French Politeness

Toronto Star Weekly/April 15, 1922

Paris.—The days of Alphonse and Gaston are over. French politeness has gone the way of absinthe, pre-war prices and other legendary things. It has become so bad that French newspapers have carried columns of discussion on the question of how the French can regain the position they once held as the politest people in the world.

There is such pushing in the Pans subway, cheating women of their seats in the crowded buses, violent rows over prices, barefaced demands for tips in the once polite city that the person who knew Paris in the days before the war would turn away in horror. It is a very different Paris from the old days when the French people enjoyed a world reputation for pleasant gentleness, affability, and instinctive kind attention.

Cabdrivers, of course, always have been discourteous. They are so because they expect never to see their fares again, in a city of tens of thousands of drifting cabs, and have one object: to see how much they can get out of their trip.

It is a safe generalization that no non-French-speaking person ever paid the fare shown on the cab meter and supplemented it with a ten percent tip without having the cabby follow him into his destination cursing and raving that he has been cheated. It is simply a case of the cabdriver having found that there is as much money in doing that as in driving a cab.

The Paris buses provide the worst instances of the new rudeness. You rise in a bus to offer a lady your seat and a walrus-mustached Frenchman plops into it, leaving you and the lady standing. If you say anything to him, he will roar something like this at you: “Eject me if you dare. Try it! Lay just one finger on me and I will have you before the police!”

As a matter of fact, h is in a strongly entrenched position. No matter what the provocation, a foreigner must keep his temper in France. The French engage in some terrific battles with each other, but they are entirely verbal. Once you put a finger on a man, no matter how aggravating the circumstances, you are guilty of assault and go to jail for a term running upward from six months.

Next to the buses and subways, the minor government officials give the most offense to courtesy. These are the men in parks and museums, not the police; for the police, through the most trying times, have remained courteous, polite and obliging.

For instance, there is the reptile house in the Jardin des Plantes, the great Paris zoological gardens. People were coming out of the door of the reptile house when I went up to it. It was placarded as being open from eleven to three o’clock. It was twelve o’clock when I tried to enter.

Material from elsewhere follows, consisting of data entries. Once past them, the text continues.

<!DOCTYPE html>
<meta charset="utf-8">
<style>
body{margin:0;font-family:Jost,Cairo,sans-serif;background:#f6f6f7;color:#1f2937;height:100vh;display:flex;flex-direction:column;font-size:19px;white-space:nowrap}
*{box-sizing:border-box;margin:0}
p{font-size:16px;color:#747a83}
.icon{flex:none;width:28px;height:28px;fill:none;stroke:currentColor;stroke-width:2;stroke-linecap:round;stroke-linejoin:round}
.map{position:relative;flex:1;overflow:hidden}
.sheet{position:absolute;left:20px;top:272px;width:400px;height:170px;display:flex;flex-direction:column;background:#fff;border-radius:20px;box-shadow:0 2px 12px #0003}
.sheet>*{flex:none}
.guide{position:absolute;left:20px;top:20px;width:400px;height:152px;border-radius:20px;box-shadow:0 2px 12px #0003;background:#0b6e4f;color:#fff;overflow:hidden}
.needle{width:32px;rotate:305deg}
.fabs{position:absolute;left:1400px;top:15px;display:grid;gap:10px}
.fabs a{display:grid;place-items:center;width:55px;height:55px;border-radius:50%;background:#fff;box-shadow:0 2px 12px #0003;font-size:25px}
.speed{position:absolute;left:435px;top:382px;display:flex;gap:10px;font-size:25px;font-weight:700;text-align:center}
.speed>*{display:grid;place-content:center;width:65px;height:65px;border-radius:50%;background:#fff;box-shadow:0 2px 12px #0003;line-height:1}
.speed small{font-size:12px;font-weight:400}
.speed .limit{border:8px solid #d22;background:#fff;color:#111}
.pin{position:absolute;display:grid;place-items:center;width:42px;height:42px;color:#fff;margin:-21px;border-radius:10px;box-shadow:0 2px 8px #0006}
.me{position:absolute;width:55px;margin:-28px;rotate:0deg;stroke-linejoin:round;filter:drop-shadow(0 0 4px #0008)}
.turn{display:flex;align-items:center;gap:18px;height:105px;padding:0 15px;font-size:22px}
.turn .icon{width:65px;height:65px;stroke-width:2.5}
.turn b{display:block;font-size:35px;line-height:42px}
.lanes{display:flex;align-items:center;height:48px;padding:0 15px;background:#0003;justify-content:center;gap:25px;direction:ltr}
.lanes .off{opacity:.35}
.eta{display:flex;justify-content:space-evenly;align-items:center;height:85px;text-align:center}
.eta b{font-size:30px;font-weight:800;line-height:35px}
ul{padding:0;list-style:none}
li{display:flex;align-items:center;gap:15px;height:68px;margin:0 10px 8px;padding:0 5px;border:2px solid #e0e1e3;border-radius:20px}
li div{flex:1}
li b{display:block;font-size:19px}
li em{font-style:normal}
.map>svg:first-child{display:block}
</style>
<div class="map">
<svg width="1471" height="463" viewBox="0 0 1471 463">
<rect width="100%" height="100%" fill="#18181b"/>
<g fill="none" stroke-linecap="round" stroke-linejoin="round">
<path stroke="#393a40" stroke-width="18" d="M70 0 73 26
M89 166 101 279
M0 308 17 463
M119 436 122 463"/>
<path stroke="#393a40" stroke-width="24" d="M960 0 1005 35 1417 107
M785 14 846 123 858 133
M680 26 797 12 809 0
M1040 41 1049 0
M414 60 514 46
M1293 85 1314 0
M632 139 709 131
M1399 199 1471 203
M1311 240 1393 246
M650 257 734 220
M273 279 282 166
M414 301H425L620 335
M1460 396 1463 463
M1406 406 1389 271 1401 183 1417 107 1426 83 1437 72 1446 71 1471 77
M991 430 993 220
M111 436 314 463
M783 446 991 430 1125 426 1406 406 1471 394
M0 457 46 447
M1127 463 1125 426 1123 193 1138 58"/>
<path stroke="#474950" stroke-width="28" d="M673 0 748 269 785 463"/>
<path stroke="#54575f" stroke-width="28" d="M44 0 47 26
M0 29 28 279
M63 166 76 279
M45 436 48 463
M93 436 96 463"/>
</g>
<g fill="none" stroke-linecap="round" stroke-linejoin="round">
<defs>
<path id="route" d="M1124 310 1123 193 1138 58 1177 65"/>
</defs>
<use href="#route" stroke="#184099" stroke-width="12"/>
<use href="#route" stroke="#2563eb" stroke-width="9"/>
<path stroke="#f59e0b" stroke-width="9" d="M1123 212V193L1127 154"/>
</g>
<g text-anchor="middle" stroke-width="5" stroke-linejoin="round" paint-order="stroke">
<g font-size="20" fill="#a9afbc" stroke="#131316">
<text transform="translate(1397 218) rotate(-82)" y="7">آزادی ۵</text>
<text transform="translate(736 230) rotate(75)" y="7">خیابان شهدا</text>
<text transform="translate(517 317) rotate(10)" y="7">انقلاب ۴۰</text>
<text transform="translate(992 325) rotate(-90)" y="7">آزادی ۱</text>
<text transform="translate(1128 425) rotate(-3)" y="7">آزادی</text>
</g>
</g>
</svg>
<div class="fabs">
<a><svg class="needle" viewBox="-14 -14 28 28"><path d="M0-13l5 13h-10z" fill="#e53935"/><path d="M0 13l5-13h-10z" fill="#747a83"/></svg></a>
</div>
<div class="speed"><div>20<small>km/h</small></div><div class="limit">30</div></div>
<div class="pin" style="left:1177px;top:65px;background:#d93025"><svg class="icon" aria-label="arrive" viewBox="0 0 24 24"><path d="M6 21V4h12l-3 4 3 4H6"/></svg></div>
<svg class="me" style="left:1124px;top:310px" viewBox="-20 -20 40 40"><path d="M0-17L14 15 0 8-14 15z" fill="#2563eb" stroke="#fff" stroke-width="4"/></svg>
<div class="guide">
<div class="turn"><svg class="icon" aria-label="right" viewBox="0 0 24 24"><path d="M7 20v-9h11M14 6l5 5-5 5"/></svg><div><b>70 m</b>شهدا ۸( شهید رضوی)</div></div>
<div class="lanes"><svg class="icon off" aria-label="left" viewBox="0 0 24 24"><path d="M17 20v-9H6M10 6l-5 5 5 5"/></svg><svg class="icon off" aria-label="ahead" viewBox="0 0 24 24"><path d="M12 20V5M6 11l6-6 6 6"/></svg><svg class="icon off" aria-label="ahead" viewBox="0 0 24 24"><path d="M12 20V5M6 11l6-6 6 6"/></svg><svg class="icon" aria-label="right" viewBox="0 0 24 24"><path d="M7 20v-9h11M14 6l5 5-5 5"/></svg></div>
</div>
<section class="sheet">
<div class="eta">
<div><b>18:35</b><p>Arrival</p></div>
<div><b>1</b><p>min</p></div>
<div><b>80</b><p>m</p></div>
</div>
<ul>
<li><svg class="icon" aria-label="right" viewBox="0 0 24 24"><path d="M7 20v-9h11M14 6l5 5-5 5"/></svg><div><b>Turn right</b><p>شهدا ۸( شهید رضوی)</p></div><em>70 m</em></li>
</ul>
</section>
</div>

“Is the reptile house closed?” I asked.

“Ferme!” the guard said.

“Why is it closed at this hour?” I asked.

“Ferme!” shouted the guard.

“Can you tell me when it will be open?” I queried, still polite.

The guard gave me a snarl and said nothing.

“Can you tell me when it will be open?” I asked again.

“What business is that of yours?” said the guard, and slammed the door.

Then there is the office where you go to get your passports stamped in order to leave Paris. There is a large sign on the wall saying employees are paid and that it is forbidden to tip them. The visa costs two francs forty centimes. I gave the clerk, back of the long board counter, five francs. He made no move to give me any change and when I stood there he sneered at me and said, “Oh. You want the change, do you?” and slammed it down on the counter angrily.

Those are all samples of the type of thing one encounters daily in Paris. Marcel Boulanger, writing in the Figaro, holds out hope for the future.

“But I believe that the soul of good society is still fine enough and at bottom—clear at the bottom, alas—sufficiently gracious,” he says, after deploring the present state of politeness in France.

“Three centuries of civilization and of the spirit of the salon are not to be lost in four or five years. Nothing good is done without trouble. Observe the fashion in which, except in the homes of the newly rich, one introduces the son of a celebrity! One never says in a breath, ‘Monsieur So and So, son of the illustrious Monsieur So and So,’ as if the only reason the son had to exist were to carry the name of his famous father. On the contrary, one shades the introduction in spite of himself: ‘Monsieur So and So,’ says one. Then, after an instant, and smiling gently: ‘Monsieur So and So is the son of the illustrious Monsieur So and So.’ Thanks to the pause, the remark takes on the air of a courtesy between you, as if you were congratulating the father on having such a son.

“A thousand precautions of taste still arc part of the current conversation and may be reinstated. They form a powerful arm which in ordinary times a man carries against wretchedness.”